§ **What the task requires**:
Go through the data below and return each line where the string "inset" occurs.

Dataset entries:
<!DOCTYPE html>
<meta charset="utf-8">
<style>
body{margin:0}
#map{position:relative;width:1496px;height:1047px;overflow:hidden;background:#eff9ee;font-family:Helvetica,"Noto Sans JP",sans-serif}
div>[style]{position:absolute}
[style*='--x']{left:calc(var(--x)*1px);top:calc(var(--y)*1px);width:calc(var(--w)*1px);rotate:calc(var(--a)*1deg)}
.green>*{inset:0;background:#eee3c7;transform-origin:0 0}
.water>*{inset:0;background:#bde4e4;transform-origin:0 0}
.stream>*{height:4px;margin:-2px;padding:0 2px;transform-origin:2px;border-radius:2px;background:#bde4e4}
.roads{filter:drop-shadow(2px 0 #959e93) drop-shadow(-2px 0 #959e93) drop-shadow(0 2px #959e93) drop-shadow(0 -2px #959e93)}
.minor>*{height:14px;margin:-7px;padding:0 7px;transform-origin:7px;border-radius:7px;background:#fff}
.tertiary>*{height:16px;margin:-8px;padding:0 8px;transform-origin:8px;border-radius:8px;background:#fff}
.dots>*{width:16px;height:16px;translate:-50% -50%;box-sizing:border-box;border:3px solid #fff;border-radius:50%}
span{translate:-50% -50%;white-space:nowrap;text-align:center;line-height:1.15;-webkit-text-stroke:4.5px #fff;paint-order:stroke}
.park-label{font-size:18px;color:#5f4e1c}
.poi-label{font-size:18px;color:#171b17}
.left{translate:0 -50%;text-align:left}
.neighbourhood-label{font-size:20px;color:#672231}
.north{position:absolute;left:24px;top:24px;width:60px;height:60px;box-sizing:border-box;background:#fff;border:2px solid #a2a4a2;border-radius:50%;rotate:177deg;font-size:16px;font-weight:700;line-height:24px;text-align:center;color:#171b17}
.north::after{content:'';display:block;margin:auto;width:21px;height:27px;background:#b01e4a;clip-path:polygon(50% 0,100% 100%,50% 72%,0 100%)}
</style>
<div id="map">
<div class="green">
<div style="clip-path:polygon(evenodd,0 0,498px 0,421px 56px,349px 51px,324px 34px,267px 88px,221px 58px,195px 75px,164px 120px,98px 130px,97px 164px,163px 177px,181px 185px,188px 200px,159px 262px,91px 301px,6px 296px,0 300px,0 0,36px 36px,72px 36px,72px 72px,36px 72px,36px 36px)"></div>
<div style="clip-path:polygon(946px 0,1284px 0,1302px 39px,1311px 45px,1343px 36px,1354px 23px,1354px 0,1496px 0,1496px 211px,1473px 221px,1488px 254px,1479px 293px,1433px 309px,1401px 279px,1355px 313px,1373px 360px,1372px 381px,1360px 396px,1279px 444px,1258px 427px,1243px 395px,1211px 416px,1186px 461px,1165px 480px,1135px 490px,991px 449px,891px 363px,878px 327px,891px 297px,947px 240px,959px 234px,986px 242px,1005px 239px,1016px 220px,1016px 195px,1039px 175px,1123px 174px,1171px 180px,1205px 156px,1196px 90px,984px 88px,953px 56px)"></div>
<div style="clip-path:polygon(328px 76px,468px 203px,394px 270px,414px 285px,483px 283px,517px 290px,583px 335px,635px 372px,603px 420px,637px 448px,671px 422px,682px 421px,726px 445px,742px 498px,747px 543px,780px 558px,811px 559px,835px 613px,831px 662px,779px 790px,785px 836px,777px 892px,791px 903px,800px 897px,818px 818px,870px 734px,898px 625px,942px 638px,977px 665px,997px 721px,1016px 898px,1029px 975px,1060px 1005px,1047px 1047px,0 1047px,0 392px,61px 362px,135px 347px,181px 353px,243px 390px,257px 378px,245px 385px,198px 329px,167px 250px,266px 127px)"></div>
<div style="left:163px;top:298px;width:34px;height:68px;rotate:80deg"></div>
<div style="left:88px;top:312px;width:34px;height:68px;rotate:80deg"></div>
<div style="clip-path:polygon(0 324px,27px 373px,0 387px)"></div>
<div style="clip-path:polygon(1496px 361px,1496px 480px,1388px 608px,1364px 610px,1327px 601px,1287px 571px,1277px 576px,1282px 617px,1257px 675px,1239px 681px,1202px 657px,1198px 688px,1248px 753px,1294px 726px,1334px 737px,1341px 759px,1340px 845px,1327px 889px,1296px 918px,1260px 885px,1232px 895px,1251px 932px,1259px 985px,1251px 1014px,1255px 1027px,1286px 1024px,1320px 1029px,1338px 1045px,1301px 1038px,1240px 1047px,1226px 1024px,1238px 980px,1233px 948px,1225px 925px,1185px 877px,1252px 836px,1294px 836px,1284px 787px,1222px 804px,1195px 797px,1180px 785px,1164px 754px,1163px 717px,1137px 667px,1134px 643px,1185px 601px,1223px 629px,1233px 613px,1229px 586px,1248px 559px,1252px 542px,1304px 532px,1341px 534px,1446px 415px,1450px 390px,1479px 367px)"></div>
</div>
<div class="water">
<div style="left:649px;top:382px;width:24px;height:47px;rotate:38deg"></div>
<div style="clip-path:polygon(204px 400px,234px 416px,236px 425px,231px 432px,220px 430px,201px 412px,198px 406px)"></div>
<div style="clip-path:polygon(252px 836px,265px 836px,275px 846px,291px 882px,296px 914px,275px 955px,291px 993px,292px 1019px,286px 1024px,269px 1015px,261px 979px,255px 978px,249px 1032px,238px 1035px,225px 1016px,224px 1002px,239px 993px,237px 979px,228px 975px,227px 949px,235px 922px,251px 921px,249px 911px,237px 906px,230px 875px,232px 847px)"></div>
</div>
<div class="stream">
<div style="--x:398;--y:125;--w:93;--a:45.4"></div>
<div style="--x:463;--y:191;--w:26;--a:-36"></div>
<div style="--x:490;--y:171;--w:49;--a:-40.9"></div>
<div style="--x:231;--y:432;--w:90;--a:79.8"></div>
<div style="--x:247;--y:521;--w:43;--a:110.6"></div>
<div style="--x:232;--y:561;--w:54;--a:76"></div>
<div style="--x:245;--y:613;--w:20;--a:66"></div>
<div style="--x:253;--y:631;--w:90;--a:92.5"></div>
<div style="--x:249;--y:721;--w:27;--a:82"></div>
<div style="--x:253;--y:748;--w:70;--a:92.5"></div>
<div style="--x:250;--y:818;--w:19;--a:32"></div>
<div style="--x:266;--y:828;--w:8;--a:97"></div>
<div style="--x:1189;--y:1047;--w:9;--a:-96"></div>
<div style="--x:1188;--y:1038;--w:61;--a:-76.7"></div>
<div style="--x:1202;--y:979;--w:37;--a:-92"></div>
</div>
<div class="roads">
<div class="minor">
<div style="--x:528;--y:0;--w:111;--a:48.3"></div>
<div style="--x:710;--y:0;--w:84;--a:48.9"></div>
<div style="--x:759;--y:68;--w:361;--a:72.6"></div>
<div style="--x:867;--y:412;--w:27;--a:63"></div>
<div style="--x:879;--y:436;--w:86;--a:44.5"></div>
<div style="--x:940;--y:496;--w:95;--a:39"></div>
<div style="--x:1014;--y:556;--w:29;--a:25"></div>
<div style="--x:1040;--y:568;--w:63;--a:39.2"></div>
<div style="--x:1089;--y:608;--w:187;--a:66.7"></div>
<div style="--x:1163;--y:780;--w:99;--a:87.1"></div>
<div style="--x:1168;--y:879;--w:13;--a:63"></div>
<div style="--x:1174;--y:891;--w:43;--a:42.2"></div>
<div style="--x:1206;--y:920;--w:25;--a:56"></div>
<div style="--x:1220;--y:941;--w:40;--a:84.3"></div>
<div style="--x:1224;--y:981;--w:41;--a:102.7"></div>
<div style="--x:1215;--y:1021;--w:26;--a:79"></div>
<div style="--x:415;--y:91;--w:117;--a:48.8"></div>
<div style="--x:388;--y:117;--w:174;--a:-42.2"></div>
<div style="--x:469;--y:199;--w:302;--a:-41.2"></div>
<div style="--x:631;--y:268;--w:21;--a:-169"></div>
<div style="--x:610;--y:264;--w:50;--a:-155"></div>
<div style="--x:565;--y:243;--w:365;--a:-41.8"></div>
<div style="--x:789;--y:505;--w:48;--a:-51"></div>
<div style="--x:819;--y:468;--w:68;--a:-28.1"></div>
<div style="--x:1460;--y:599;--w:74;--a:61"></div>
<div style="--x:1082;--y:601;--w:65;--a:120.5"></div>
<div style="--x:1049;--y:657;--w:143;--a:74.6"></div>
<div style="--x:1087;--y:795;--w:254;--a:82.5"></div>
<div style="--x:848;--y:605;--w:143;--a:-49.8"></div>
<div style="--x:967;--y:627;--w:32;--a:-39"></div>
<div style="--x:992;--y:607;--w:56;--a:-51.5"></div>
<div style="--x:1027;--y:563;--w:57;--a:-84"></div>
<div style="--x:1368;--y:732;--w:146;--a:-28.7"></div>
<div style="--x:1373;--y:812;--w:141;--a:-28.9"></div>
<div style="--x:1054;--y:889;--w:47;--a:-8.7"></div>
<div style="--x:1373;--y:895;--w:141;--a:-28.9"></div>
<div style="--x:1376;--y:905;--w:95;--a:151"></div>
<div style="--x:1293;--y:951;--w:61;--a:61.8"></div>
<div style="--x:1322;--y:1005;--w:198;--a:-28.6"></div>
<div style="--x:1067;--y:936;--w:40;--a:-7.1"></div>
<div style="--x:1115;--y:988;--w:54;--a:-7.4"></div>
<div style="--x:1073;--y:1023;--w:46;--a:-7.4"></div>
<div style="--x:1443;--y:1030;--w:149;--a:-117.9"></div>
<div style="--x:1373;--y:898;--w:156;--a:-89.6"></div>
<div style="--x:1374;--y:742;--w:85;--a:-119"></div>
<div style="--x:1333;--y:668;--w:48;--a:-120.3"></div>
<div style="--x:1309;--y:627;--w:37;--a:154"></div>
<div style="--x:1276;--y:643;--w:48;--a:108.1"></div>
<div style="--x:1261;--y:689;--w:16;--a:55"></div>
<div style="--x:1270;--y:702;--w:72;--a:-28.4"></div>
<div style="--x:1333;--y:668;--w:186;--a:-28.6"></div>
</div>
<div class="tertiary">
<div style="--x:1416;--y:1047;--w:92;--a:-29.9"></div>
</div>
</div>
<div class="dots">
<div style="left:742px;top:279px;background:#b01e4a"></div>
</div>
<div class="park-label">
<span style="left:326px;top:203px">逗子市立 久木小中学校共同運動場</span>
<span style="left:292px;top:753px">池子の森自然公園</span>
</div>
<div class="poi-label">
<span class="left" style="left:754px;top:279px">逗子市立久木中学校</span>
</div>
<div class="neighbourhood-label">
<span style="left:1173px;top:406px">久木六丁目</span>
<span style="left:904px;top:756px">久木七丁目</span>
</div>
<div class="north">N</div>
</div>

§ **Exercise answer**:
.green>*{inset:0;background:#eee3c7;transform-origin:0 0}
.water>*{inset:0;background:#bde4e4;transform-origin:0 0}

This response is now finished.